C-stream: a co-routine-based elastic stream processing engine
ACM Transactions on Parallel Computing
Association for Computing Machinery
15-1 - 15-27
Item Usage Stats
Stream processing is a computational paradigm for on-the-fly processing of live data. This paradigm lends itself to implementations that can provide high throughput and low latency by taking advantage of various forms of parallelism that are naturally captured by the stream processing model of computation, such as pipeline, task, and data parallelism. In this article, we describe the design and implementation of C-Stream, which is an elastic stream processing engine. C-Stream encompasses three unique properties. First, in contrast to the widely adopted event-based interface for developing streaming operators, C-Stream provides an interface wherein each operator has its own driver loop and relies on data availability application programming interfaces (APIs) to decide when to perform its computations.

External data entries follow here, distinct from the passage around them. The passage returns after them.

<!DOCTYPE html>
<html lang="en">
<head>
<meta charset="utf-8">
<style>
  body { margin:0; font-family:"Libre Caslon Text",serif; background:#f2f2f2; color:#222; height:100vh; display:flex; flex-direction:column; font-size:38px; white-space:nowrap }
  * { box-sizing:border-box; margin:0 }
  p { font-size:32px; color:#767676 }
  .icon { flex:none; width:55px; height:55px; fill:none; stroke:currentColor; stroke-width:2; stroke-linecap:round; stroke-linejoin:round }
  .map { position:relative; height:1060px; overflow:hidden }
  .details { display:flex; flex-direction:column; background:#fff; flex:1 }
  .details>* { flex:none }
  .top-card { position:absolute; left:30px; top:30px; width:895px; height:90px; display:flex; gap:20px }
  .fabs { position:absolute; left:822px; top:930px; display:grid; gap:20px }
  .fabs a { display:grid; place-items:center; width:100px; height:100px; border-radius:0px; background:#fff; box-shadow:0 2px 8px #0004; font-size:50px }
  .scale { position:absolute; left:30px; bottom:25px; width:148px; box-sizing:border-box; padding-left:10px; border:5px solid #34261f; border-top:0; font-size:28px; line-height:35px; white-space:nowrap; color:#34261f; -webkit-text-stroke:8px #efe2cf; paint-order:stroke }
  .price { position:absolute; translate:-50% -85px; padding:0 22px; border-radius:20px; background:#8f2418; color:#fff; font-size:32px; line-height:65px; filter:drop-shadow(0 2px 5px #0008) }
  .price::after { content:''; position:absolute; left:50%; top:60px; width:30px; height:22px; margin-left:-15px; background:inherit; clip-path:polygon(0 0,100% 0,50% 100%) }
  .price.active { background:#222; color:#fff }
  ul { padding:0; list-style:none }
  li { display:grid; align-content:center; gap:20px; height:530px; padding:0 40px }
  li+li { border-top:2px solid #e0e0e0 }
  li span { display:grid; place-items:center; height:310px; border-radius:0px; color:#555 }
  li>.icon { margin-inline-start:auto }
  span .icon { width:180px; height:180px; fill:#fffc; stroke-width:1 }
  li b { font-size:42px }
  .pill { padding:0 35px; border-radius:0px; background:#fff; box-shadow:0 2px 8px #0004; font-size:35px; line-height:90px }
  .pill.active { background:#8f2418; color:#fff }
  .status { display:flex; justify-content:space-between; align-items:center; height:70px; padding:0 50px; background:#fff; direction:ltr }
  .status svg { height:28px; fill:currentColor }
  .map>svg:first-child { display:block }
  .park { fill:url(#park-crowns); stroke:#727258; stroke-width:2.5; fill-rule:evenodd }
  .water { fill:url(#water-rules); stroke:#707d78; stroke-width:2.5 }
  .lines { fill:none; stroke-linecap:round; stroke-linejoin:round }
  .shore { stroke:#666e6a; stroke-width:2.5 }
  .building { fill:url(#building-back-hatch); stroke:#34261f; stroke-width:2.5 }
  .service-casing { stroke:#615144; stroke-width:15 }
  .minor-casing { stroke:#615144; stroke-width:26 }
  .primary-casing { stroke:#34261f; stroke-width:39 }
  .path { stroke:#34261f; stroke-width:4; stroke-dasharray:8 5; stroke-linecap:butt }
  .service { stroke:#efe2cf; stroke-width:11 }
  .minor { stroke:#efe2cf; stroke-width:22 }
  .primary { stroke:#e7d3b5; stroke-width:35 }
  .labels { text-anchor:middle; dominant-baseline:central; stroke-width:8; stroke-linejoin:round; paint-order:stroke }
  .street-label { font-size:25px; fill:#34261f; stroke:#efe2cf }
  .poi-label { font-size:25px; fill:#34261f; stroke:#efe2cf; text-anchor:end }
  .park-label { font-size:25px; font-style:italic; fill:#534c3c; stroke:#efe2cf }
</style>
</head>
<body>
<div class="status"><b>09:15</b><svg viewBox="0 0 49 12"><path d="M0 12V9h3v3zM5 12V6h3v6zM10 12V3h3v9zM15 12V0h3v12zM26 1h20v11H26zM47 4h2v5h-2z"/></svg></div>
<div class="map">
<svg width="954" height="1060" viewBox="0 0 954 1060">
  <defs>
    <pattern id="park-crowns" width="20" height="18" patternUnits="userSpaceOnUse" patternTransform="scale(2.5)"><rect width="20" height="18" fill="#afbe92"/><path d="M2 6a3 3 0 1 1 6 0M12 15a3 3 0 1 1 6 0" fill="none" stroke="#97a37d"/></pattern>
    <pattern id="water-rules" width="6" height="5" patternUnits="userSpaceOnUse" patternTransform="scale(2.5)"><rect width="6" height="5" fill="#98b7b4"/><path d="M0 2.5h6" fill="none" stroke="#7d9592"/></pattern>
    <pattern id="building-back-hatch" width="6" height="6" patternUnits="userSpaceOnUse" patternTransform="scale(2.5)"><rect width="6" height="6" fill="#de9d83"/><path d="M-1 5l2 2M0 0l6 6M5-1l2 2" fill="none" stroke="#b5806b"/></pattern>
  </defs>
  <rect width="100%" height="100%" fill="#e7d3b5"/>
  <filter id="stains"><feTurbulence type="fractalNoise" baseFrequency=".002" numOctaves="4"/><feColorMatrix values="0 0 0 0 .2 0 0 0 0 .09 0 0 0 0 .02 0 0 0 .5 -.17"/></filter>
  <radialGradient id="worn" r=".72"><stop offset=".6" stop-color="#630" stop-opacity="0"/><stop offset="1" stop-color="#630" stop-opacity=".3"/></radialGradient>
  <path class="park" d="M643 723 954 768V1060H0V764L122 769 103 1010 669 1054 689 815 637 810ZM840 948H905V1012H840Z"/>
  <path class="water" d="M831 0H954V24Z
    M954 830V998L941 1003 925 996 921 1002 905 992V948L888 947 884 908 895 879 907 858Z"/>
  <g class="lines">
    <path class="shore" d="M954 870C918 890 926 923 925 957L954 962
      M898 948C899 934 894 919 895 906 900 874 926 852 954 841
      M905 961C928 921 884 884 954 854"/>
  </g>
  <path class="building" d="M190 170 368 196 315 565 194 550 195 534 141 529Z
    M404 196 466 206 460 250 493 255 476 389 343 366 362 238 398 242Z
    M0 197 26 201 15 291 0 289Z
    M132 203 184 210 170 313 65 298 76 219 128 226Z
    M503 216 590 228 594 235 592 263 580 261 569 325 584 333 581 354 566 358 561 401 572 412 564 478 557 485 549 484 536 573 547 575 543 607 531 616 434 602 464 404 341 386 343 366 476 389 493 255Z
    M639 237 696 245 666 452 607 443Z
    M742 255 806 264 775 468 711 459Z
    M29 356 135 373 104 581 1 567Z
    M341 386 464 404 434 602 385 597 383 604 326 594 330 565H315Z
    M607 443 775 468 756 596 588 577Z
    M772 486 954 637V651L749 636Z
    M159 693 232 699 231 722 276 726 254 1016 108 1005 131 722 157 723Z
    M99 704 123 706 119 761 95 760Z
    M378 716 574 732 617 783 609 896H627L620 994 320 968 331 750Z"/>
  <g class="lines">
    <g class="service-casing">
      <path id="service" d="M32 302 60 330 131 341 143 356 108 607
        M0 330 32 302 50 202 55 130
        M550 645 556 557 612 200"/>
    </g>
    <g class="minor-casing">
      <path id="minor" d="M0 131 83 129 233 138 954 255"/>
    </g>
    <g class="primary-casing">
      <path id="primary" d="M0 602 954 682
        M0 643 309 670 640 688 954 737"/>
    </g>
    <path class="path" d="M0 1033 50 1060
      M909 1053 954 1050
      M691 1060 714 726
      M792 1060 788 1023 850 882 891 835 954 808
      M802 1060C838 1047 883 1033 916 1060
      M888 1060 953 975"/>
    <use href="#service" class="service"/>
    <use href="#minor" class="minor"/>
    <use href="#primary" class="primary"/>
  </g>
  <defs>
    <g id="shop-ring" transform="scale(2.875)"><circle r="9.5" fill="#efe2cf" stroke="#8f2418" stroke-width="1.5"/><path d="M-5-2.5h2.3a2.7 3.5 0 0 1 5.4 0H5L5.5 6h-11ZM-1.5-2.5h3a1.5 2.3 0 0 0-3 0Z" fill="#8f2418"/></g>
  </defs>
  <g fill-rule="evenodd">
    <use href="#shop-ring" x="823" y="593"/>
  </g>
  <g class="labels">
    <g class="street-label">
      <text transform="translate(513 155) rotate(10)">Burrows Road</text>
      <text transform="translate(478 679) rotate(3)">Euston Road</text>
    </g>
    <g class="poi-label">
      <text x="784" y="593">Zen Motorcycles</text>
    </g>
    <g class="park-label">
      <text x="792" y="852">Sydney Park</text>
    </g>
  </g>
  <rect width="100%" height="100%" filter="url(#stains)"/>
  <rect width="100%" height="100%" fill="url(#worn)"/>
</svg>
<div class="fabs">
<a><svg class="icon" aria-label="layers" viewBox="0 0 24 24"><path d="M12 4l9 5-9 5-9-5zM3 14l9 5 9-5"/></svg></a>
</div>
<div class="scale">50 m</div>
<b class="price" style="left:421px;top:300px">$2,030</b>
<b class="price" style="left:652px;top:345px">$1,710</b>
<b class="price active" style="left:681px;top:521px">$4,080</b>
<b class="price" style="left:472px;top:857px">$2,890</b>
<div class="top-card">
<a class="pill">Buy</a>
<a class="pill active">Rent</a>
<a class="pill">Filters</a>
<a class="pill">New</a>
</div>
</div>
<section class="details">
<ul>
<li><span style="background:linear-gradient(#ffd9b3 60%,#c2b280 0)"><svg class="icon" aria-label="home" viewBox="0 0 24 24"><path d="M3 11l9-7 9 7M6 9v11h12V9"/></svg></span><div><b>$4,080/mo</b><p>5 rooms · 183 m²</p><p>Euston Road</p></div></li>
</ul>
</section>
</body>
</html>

This self-control-based model significantly simplifies the development of operators that require multiport synchronization. Second, C-Stream contains a dynamic scheduler that manages the multithreaded execution of the operators. The scheduler, which is customizable via plug-ins, enables the execution of the operators as co-routines, using any number of threads. The base scheduler implements back-pressure, provides data availability APIs, and manages preemption and termination handling. Last, C-Stream varies the degree of parallelism to resolve bottlenecks by both dynamically changing the number of threads used to execute an application and adjusting the number of replicas of data-parallel operators.We provide an experimental evaluation of C-Stream. The results show that C-Stream is scalable, highly customizable, and can resolve bottlenecks by dynamically adjusting the level of data parallelism used.